» What to do
Among the entries below, tally the lines that include "list", and give the number alone.

::::::

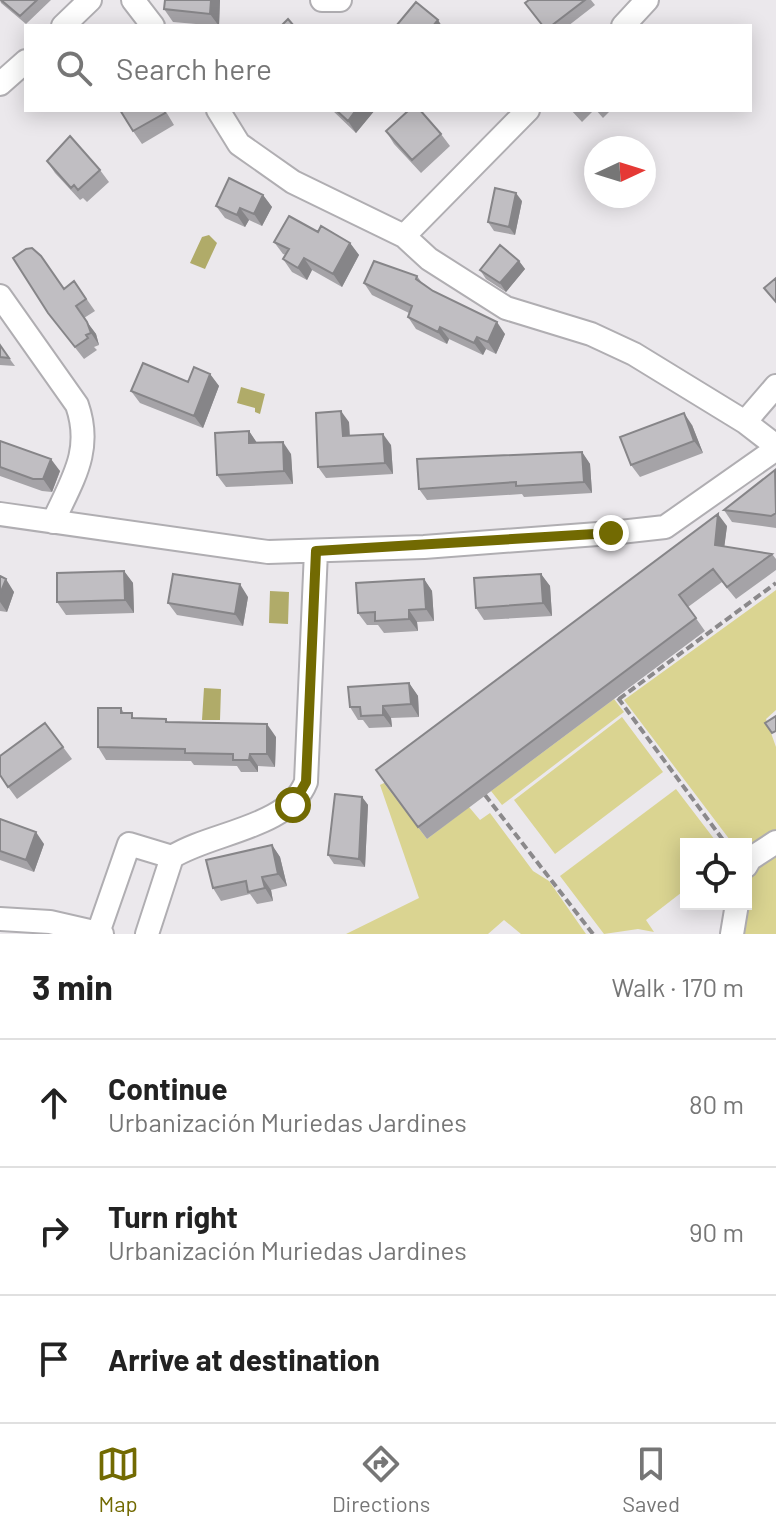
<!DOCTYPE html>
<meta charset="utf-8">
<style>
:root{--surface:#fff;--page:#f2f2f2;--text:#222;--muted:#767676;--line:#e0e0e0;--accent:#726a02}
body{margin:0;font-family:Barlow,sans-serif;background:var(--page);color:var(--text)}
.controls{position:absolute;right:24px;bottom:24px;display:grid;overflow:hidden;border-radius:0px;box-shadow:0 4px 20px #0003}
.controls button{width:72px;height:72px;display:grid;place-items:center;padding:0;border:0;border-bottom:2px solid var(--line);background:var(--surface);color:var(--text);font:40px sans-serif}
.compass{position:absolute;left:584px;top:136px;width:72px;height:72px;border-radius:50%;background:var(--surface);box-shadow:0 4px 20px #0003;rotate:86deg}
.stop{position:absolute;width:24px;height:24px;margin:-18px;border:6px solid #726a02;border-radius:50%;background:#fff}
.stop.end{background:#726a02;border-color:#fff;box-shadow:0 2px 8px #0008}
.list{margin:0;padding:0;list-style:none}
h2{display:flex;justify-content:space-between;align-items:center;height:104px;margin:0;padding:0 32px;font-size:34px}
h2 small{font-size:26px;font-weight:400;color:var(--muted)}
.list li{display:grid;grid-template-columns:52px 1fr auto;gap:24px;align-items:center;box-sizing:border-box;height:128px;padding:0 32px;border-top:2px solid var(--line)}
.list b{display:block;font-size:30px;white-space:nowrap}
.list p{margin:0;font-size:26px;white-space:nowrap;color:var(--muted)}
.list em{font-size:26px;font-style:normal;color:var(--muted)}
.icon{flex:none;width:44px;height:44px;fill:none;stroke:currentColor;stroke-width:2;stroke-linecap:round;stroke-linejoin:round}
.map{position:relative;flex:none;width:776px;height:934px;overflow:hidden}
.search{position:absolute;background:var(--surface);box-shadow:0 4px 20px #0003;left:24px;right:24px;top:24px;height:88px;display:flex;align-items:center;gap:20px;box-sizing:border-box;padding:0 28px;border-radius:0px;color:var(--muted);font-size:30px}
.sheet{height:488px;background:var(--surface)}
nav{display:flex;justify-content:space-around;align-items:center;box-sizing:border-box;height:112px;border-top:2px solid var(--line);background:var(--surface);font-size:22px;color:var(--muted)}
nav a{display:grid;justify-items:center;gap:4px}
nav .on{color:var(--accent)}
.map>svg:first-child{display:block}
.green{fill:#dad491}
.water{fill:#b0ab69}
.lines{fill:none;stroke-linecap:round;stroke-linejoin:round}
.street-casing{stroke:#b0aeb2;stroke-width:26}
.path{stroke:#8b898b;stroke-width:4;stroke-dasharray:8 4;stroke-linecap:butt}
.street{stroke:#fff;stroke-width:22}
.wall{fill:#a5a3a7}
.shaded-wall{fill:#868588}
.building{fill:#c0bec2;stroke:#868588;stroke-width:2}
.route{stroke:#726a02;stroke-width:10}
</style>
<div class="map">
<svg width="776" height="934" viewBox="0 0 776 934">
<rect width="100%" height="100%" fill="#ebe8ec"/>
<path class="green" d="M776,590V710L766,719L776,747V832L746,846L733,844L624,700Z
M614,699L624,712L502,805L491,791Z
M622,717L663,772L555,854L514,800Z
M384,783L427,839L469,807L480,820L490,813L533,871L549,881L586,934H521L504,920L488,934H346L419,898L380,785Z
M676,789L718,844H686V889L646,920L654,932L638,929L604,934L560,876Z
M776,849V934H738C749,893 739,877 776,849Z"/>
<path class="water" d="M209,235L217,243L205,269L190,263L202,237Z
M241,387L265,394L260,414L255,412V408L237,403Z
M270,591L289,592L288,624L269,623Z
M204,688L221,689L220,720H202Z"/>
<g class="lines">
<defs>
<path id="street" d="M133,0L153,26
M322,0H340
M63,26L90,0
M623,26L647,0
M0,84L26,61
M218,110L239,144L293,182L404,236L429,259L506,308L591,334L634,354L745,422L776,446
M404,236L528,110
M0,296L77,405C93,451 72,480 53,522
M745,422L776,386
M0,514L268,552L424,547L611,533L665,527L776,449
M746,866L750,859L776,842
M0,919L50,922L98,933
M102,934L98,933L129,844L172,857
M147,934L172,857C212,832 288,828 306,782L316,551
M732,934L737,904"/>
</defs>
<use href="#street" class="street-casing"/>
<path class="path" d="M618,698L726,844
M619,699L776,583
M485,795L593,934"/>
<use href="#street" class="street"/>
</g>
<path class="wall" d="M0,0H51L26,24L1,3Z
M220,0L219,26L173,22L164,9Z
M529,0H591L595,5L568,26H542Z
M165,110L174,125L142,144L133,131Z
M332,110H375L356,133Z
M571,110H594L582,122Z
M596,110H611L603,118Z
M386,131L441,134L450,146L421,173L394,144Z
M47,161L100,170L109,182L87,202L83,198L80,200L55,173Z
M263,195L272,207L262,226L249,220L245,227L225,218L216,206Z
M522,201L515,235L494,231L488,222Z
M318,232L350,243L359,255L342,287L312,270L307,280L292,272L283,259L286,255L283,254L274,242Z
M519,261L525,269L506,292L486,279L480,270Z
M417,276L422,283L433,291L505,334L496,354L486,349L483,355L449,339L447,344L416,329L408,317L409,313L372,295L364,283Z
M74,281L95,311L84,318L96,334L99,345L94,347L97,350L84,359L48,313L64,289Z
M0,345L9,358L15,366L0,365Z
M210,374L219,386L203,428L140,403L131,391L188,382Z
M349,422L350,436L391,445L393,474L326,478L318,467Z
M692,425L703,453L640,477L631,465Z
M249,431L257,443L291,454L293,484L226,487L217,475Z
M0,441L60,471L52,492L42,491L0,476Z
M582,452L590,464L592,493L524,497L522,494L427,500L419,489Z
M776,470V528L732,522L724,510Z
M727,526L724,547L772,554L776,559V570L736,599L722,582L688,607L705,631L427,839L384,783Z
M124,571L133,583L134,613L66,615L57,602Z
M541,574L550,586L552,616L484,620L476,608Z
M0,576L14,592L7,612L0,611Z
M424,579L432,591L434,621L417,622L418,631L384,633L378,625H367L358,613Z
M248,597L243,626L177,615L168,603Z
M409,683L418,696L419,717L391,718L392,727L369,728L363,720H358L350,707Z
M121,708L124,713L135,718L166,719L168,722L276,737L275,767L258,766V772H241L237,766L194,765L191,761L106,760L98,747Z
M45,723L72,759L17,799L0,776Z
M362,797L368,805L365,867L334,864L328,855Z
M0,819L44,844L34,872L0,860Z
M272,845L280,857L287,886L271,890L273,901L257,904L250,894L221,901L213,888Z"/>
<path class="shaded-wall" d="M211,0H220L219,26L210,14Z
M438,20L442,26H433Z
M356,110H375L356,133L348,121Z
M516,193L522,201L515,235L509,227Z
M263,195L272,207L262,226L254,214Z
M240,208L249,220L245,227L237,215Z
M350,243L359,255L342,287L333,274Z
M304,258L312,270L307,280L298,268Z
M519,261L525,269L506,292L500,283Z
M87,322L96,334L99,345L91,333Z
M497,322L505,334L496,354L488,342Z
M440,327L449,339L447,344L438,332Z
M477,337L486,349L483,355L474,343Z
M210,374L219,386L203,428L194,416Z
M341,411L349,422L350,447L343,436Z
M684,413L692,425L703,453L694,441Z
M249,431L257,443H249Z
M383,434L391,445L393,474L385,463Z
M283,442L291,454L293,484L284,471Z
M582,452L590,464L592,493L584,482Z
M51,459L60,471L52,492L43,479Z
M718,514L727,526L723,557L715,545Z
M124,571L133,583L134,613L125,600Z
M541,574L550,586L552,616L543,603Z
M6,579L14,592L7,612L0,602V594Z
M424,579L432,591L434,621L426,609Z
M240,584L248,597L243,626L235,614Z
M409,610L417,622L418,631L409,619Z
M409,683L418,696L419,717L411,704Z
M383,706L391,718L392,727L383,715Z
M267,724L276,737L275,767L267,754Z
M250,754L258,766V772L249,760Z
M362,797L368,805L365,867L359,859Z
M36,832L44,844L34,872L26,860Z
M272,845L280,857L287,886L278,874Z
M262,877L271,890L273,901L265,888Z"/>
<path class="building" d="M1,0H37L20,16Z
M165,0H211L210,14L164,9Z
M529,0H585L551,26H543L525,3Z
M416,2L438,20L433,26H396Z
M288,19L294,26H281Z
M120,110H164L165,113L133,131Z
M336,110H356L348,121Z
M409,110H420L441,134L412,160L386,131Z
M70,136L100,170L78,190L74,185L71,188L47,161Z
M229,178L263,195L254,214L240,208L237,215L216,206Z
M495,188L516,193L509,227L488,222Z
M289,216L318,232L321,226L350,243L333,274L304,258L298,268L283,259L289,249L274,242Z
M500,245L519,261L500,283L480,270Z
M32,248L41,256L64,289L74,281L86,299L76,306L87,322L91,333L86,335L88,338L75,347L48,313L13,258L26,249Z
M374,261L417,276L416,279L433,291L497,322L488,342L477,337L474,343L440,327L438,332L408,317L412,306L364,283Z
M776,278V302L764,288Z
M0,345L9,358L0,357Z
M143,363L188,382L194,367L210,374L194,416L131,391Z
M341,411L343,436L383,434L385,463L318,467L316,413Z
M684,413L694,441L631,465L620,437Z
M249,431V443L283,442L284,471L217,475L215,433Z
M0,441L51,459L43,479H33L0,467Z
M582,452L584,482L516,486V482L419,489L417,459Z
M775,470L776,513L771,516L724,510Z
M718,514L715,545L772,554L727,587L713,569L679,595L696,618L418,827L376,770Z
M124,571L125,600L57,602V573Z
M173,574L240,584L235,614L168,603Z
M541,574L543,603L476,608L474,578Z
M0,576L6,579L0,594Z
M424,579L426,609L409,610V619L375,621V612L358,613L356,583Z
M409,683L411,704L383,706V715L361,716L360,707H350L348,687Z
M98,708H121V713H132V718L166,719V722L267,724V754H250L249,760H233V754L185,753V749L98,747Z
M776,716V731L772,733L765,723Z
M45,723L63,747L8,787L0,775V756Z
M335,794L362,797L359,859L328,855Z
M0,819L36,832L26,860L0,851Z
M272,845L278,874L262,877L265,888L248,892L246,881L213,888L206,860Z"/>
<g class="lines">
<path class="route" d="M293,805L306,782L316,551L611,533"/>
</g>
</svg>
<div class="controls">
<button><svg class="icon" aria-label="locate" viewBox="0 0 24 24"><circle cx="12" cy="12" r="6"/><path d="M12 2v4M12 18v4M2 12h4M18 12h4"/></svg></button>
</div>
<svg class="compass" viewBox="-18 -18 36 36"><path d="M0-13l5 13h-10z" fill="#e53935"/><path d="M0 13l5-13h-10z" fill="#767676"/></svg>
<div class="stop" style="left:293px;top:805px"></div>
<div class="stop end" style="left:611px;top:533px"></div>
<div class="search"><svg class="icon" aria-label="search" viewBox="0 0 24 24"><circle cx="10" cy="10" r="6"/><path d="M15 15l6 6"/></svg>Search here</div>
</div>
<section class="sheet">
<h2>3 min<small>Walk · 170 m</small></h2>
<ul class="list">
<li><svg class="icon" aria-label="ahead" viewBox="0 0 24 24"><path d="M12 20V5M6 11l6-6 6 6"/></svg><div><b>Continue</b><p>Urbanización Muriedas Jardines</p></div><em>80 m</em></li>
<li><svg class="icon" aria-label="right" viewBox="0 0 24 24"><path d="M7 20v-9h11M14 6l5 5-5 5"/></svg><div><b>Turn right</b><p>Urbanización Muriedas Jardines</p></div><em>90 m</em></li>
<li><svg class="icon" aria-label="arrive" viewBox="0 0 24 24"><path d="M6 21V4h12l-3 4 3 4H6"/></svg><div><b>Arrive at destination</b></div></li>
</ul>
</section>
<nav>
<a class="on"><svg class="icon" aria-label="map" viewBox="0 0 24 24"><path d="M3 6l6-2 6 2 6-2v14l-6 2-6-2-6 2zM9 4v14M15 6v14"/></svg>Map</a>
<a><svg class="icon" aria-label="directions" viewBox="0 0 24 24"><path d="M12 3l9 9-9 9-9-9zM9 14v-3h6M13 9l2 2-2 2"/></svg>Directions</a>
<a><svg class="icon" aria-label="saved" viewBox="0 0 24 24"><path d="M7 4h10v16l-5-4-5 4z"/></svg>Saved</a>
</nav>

::::::

» Exercise output
6